= Information given =
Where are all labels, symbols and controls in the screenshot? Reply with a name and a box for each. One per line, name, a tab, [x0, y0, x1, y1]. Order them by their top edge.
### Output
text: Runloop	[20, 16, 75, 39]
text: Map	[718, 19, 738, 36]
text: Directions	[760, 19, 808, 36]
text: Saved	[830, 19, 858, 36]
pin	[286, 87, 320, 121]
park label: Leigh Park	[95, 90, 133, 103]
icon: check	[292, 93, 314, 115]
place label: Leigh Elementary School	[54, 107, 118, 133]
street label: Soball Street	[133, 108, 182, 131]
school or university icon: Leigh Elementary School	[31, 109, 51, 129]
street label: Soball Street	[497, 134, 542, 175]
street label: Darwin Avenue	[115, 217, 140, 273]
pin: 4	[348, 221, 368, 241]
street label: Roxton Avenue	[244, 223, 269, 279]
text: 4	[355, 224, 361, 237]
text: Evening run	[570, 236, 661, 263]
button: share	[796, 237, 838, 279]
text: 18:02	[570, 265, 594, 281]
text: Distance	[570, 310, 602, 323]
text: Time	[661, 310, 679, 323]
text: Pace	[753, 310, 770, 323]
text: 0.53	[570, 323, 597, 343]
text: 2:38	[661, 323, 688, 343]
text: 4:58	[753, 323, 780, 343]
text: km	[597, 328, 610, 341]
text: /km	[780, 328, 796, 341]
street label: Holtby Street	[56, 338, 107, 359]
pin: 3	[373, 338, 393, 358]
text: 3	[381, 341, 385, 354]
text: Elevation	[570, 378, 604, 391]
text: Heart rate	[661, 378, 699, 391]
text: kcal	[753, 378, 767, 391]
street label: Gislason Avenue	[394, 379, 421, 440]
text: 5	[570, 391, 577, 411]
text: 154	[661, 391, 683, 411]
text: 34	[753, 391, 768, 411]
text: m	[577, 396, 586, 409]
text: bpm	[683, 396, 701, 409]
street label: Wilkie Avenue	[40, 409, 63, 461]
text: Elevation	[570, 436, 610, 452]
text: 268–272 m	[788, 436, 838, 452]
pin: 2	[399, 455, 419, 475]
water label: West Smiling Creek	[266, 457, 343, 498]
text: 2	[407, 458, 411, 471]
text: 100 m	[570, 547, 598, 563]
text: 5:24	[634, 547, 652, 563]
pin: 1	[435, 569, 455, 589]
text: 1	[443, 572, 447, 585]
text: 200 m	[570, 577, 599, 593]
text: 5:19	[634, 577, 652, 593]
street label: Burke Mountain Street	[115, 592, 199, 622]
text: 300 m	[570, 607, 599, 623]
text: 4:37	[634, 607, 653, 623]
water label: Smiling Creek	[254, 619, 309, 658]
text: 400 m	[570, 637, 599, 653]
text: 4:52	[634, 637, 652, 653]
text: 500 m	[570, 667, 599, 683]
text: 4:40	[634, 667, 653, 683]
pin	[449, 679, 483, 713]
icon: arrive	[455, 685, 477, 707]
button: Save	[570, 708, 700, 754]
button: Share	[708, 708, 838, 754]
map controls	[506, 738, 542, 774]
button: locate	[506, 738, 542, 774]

= Your instructions =
Count the lines in the entries that hold the word "Elevation", and give nothing but the total.

= Result of the task =
2